* Task details *
Copy out, exactly, the first line of the entries below and every line after it through the one containing "Task: Give me".
□ □ □ □ □
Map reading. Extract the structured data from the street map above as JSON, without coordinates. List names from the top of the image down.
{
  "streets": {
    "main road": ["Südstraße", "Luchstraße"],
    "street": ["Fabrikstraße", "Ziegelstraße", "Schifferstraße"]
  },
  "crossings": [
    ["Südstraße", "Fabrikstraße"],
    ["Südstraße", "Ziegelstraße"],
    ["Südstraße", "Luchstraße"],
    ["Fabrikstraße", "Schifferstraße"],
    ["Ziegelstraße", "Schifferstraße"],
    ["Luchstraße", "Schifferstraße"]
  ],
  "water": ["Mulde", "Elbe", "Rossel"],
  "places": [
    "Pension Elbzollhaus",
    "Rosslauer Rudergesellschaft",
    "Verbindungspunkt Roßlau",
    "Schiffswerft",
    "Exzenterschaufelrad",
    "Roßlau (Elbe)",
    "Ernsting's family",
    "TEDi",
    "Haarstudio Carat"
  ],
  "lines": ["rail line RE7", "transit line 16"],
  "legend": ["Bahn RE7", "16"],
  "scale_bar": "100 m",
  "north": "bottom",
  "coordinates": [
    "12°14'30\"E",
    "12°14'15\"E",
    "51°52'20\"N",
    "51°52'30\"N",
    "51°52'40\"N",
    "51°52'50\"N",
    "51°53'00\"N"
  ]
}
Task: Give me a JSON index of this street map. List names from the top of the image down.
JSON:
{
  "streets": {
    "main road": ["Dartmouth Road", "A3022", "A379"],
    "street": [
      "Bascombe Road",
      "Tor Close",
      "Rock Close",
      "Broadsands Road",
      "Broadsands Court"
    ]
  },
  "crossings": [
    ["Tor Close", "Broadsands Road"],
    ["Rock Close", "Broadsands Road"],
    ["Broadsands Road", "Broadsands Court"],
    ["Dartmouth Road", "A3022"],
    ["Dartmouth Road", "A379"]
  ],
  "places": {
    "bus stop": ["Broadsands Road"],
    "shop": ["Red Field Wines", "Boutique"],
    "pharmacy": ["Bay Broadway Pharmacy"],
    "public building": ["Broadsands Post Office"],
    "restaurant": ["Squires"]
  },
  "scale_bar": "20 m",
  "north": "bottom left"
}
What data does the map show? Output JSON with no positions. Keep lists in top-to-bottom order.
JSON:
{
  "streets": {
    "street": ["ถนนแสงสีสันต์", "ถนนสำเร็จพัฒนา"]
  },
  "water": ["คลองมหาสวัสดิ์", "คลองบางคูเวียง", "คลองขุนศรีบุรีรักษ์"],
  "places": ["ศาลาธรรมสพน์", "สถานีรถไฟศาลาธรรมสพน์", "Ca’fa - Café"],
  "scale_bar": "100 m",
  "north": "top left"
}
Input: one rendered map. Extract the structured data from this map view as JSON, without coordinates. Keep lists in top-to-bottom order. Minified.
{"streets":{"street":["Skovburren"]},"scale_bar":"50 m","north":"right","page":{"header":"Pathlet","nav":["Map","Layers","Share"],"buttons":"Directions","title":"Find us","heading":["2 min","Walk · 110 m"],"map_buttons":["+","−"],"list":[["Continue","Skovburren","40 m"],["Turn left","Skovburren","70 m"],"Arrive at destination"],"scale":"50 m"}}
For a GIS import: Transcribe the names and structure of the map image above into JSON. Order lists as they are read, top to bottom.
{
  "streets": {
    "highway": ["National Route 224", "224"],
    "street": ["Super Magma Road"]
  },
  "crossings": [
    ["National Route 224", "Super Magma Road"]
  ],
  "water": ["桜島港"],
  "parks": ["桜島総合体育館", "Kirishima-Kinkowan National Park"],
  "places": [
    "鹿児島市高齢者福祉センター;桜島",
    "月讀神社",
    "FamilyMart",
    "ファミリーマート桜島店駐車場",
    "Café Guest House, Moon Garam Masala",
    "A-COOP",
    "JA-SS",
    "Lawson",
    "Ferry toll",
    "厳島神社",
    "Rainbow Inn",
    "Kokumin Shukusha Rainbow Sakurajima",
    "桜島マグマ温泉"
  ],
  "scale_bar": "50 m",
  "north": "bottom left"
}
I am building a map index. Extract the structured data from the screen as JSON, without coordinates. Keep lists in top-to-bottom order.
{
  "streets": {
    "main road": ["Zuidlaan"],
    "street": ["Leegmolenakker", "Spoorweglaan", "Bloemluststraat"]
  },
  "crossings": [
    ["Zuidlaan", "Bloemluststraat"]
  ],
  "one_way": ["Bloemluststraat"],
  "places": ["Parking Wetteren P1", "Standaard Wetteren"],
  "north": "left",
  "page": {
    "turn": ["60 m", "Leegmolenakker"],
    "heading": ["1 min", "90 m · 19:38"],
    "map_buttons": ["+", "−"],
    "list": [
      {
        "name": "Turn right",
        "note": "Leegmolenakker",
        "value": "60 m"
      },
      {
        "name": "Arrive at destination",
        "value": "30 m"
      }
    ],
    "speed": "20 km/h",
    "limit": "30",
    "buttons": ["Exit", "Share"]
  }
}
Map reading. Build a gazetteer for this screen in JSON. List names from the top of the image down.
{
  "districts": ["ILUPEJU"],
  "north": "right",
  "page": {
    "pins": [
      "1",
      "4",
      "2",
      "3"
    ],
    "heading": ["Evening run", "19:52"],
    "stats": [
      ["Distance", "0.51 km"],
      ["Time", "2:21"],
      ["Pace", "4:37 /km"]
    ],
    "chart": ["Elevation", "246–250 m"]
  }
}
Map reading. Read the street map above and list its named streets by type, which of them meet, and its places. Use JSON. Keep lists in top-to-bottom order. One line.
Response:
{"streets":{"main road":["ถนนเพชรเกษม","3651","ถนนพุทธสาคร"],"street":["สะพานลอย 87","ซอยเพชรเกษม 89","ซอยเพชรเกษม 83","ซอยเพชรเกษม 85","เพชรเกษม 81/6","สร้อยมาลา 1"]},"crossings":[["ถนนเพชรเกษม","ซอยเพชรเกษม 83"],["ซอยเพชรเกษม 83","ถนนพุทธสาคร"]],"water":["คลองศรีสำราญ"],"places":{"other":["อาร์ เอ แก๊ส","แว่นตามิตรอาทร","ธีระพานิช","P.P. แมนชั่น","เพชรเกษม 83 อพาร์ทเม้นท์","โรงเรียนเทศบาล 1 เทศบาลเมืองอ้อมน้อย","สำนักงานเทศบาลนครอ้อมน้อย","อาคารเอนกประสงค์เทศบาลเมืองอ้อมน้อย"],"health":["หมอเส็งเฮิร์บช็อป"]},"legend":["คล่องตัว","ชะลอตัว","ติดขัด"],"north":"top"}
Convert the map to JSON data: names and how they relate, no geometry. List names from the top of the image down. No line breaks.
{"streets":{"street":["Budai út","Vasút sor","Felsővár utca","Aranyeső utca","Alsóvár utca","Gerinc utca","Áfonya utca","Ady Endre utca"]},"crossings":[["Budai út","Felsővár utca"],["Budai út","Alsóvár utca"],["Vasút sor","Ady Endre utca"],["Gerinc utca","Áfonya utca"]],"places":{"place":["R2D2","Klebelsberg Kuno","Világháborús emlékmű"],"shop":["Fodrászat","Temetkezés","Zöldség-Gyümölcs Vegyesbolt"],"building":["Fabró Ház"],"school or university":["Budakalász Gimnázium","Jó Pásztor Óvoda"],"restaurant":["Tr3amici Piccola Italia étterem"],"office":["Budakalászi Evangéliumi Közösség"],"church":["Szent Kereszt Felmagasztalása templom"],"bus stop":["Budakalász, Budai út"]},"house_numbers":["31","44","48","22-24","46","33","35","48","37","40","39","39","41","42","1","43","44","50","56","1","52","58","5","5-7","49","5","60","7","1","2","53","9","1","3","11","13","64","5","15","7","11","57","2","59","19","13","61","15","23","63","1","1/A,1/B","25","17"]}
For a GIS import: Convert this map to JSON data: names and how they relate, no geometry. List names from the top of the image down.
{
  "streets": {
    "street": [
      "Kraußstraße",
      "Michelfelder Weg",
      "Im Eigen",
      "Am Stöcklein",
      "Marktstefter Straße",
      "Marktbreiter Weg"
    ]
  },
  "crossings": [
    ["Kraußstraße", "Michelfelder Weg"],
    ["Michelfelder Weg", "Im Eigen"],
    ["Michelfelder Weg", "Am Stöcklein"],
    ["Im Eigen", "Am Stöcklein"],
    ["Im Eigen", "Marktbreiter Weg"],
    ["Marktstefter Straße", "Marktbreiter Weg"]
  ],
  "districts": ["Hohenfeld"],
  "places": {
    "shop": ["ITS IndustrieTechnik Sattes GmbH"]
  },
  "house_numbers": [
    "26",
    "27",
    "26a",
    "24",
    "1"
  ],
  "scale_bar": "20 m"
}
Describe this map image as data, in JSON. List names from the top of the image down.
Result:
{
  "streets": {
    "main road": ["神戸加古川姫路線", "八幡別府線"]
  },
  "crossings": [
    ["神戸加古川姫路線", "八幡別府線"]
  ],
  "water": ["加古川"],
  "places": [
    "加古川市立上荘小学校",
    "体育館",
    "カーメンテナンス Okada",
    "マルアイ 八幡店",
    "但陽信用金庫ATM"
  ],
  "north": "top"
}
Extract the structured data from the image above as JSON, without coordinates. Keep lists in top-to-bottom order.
□ □ □ □ □
* Reply to the task *
Map reading. Extract the structured data from the street map above as JSON, without coordinates. List names from the top of the image down.
{
  "streets": {
    "main road": ["Südstraße", "Luchstraße"],
    "street": ["Fabrikstraße", "Ziegelstraße", "Schifferstraße"]
  },
  "crossings": [
    ["Südstraße", "Fabrikstraße"],
    ["Südstraße", "Ziegelstraße"],
    ["Südstraße", "Luchstraße"],
    ["Fabrikstraße", "Schifferstraße"],
    ["Ziegelstraße", "Schifferstraße"],
    ["Luchstraße", "Schifferstraße"]
  ],
  "water": ["Mulde", "Elbe", "Rossel"],
  "places": [
    "Pension Elbzollhaus",
    "Rosslauer Rudergesellschaft",
    "Verbindungspunkt Roßlau",
    "Schiffswerft",
    "Exzenterschaufelrad",
    "Roßlau (Elbe)",
    "Ernsting's family",
    "TEDi",
    "Haarstudio Carat"
  ],
  "lines": ["rail line RE7", "transit line 16"],
  "legend": ["Bahn RE7", "16"],
  "scale_bar": "100 m",
  "north": "bottom",
  "coordinates": [
    "12°14'30\"E",
    "12°14'15\"E",
    "51°52'20\"N",
    "51°52'30\"N",
    "51°52'40\"N",
    "51°52'50\"N",
    "51°53'00\"N"
  ]
}
Task: Give me a JSON index of this street map. List names from the top of the image down.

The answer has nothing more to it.